Protein fibers (silk, wool) must be undergo a process of scouring (washing) and mordanting, priming the fibers for optimal dye absorption and vibrancy, before beginning the dye process. Cellulose fibers (linen, cotton, rayon, bamboo) have an additional step where the fibers have to be pre-mordanted to ensure for color vibrancy. The process of scouring, washing, designing and dyeing fibers can last up to 5 days. Pieces with multiple colors could add an additional 48 hours.
Indigo refers both to the blue pigment used as a dye and to indigo plants of the genus Indigofera. Indigo dye has been used for thousands of years by civilizations all over the world to dye fabric blue. It has been the most famous and most widely used natural dye throughout history and is still extremely popular today as evidenced by the familiar colour of blue jeans. We use concentrated Indigo crystals that are extracted from the Indigo plant.

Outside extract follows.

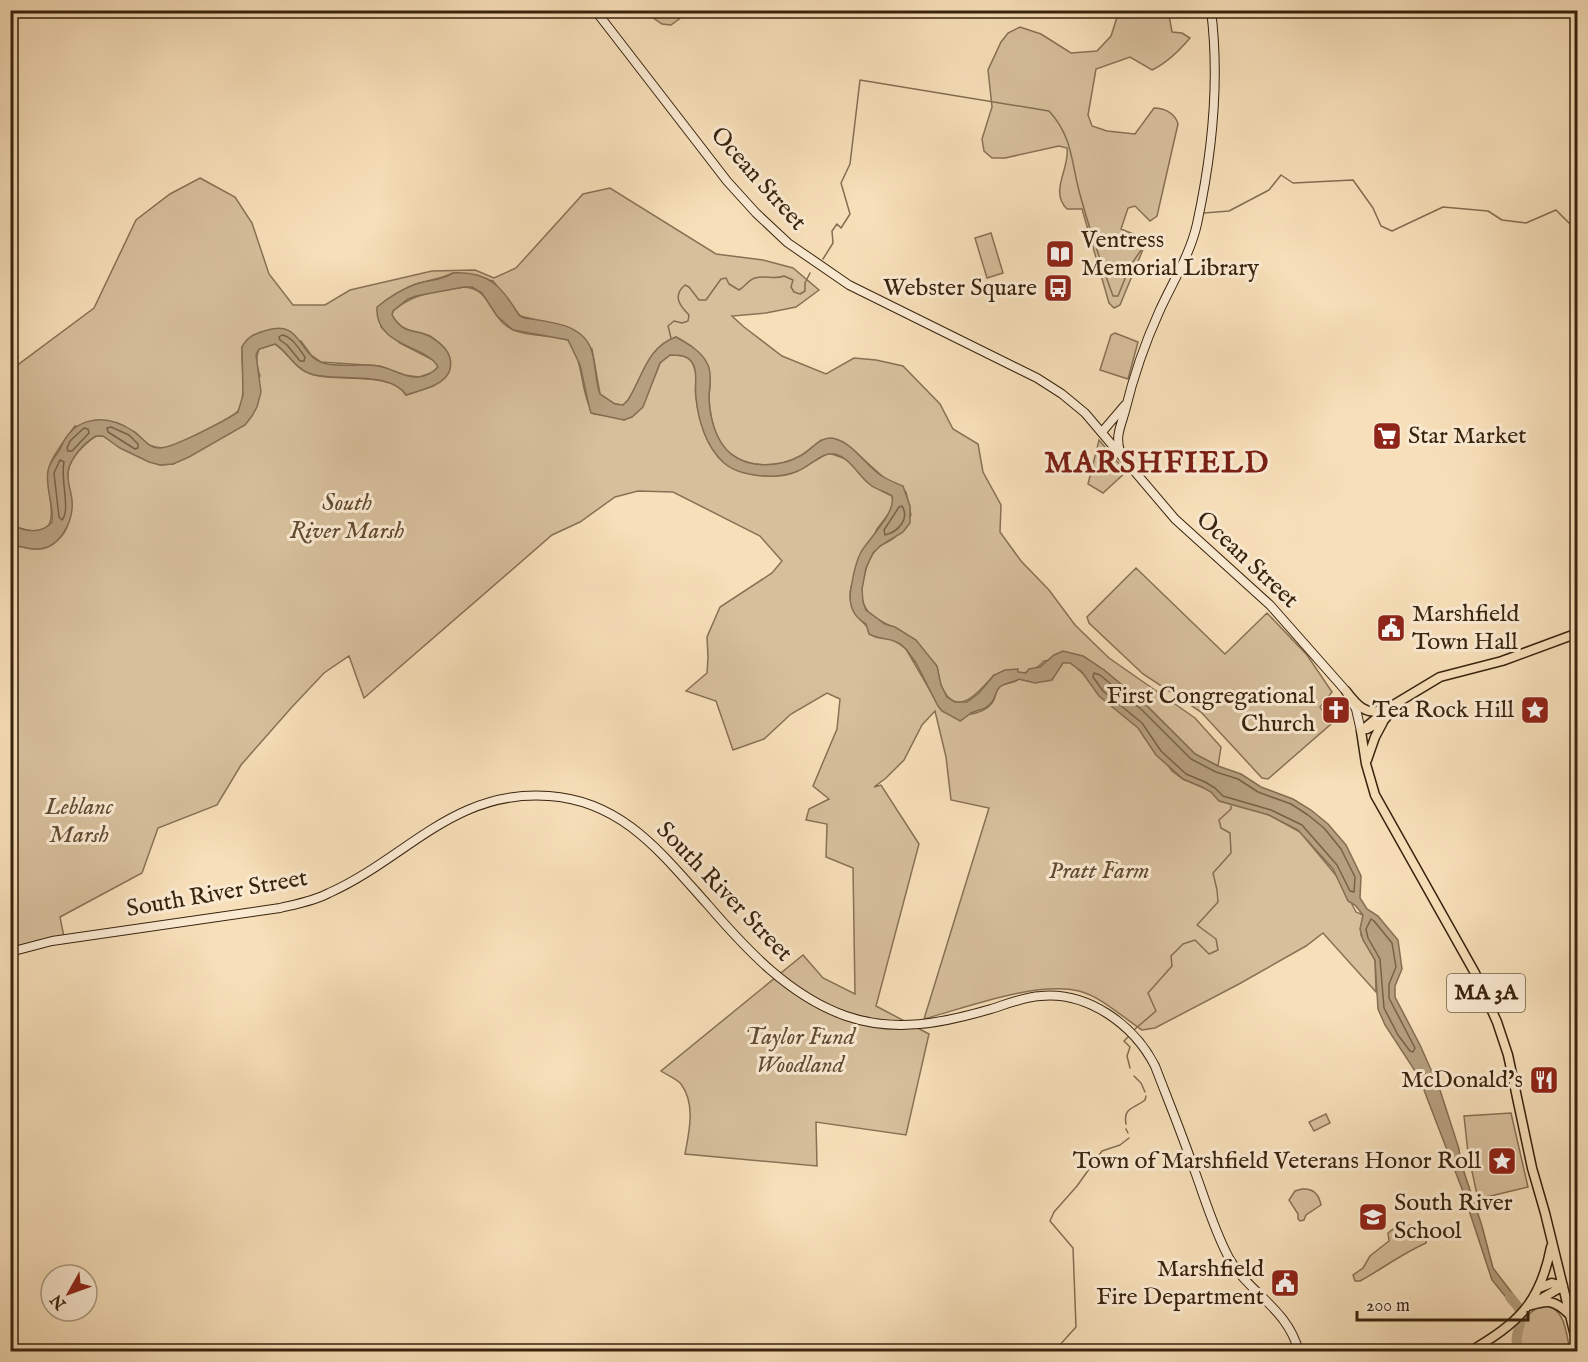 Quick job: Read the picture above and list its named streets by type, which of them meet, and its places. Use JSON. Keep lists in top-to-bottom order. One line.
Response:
{"streets":{"main road":["Ocean Street","MA 3A"],"street":["South River Street"]},"crossings":[["Ocean Street","MA 3A"]],"districts":["MARSHFIELD"],"parks":["South River Marsh","Leblanc Marsh","Pratt Farm","Taylor Fund Woodland"],"places":{"library":["Ventress Memorial Library"],"bus stop":["Webster Square"],"supermarket":["Star Market"],"public building":["Marshfield Town Hall","Marshfield Fire Department"],"church":["First Congregational Church"],"place":["Tea Rock Hill","Town of Marshfield Veterans Honor Roll"],"restaurant":["McDonald's"],"school or university":["South River School"]},"scale_bar":"200 m","north":"bottom left"}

Madder roots are one of the more ancient dyes, and have been used as a dye for over 5,000 years. Madder contains alizarin, one of the most valuable red dye pigments ever known. Traces of madder in linen were found Tutankhamen’s tomb (1350 BC), and in wool discovered in Norse burial grounds.

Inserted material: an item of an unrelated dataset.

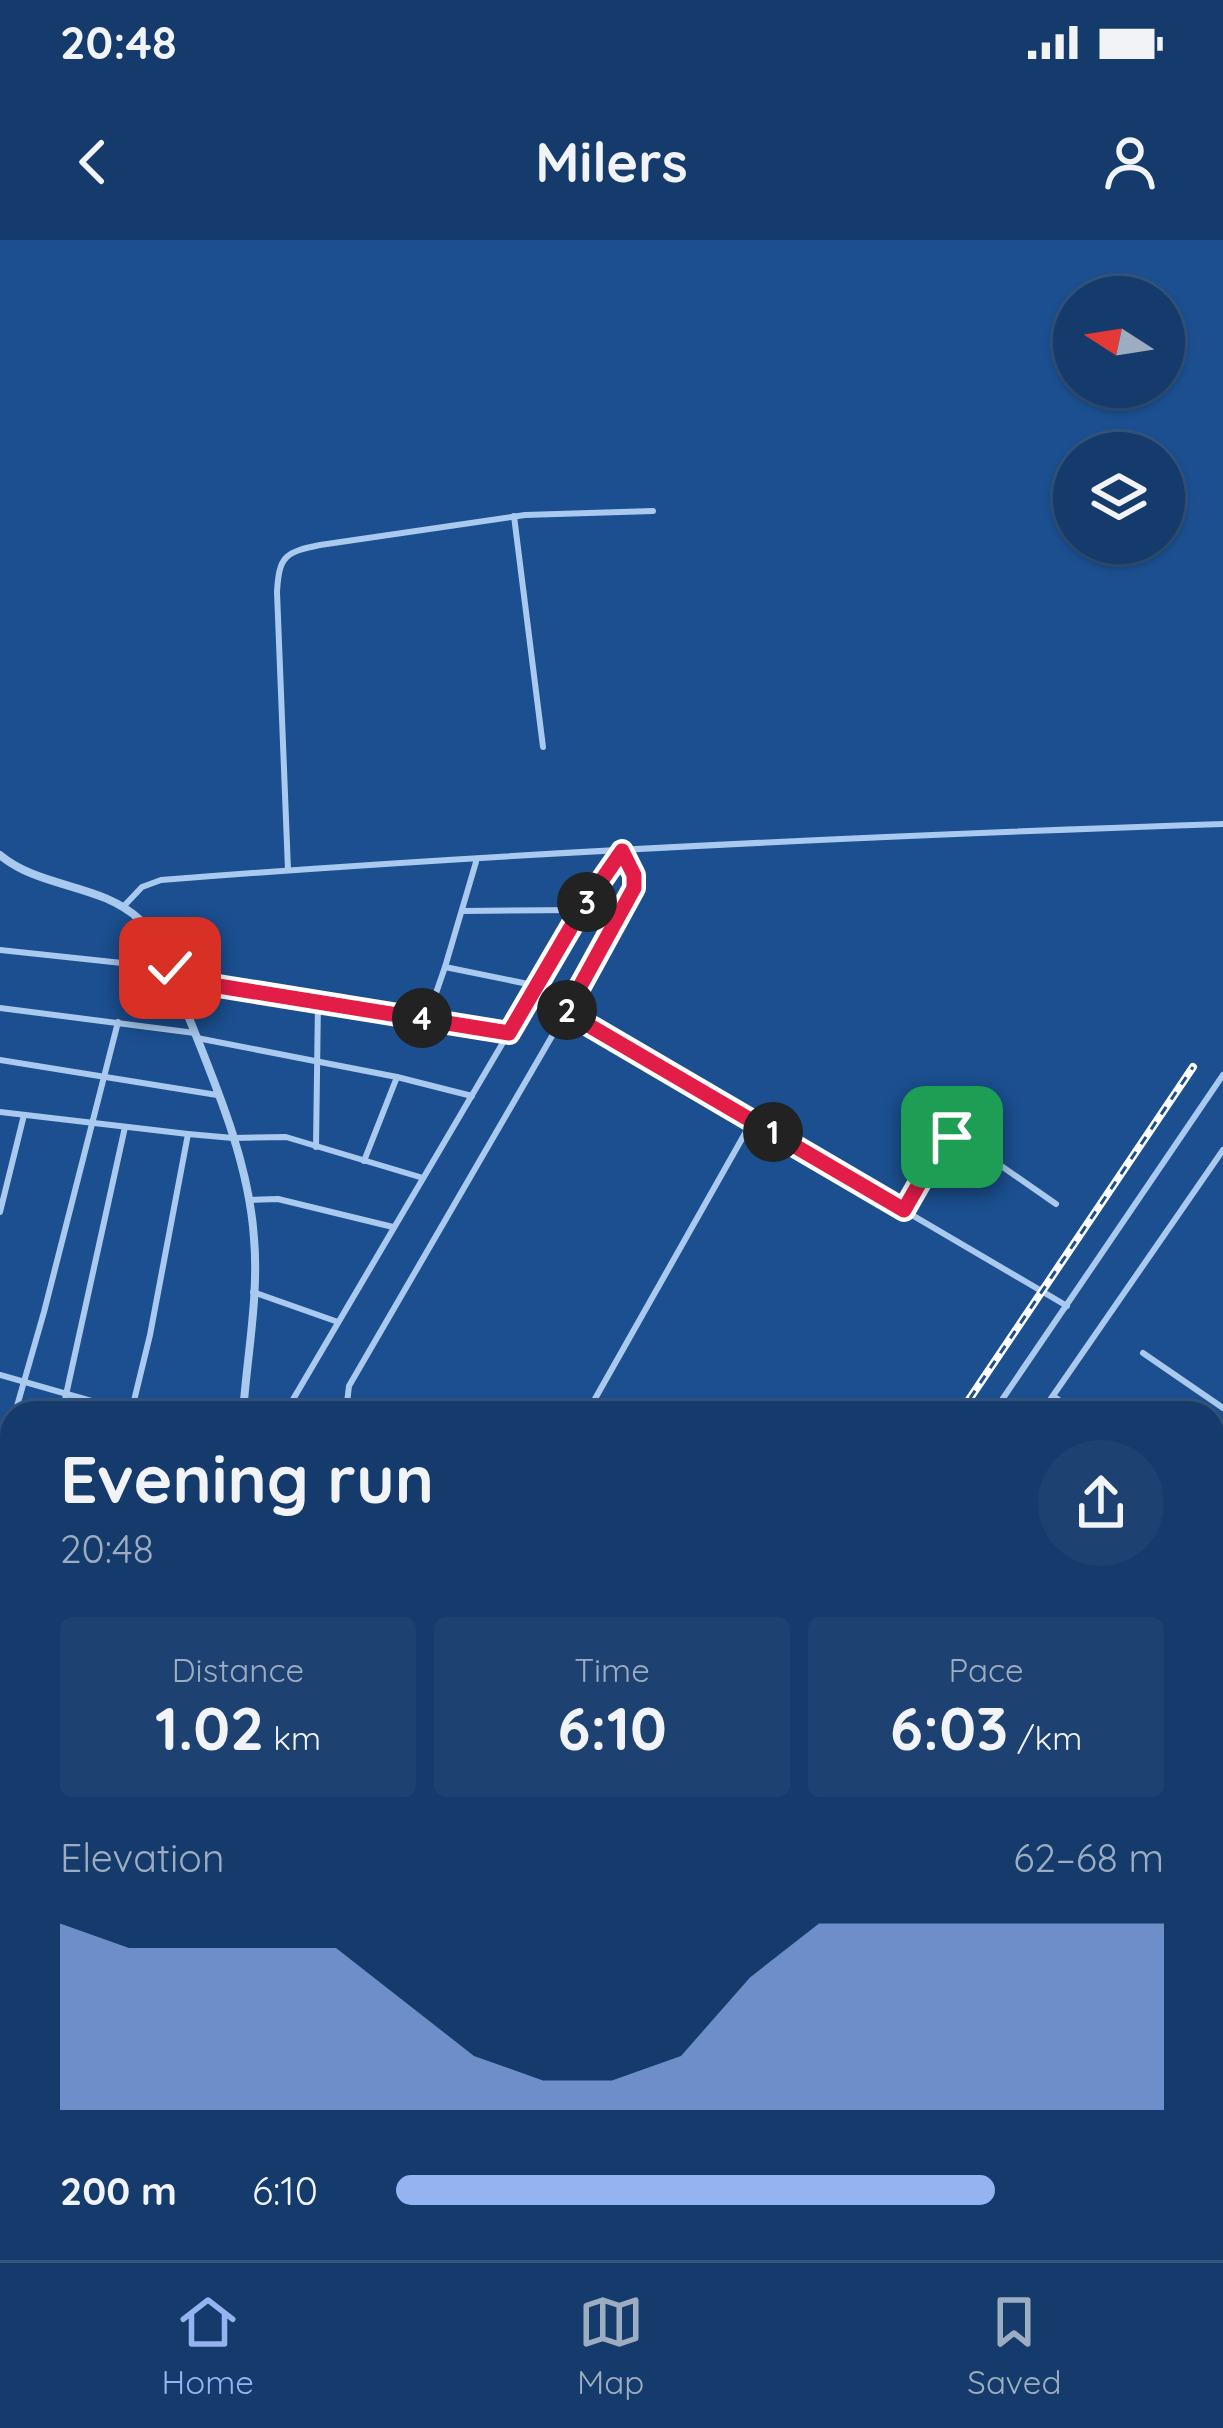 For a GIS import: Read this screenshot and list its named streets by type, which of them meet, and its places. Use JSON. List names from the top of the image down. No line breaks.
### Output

A member of the pea family, logwood trees grow to a height of 40ft and are ready to harvest after 10 years.The heartwood of the logwood tree offers deep rich purples. Valued as dyestuff since the 16th century, it was one of the most prized dyes introduced into Europe following the discovery of America.
Originating in Central America, the earliest use of marigolds was by the Aztec people who attributed magical, religious and medicinal properties to marigolds. The Spaniards took the plant to Spain, where the seeds were traded throughout Europe. The flowers became popular in the churches in Spain and were frequently referred to as "Mary's Gold." The name evolved to marigold. Dye shades from the flower range from yellow and gold to orange and tan.
One of the most important insect dyes in the world, Cochineal, is harvested from female insects of the Dactylopius species, which live on prickly pear cacti. Native to South and Central America, Cochineal has been used for thousands of years and produces beautiful, lightfast and permanent scarlets, pinks and reds. In the 1600s Cochineal became an expensive commodity and was second only to silver as the most valuable import from Mexico into Europe.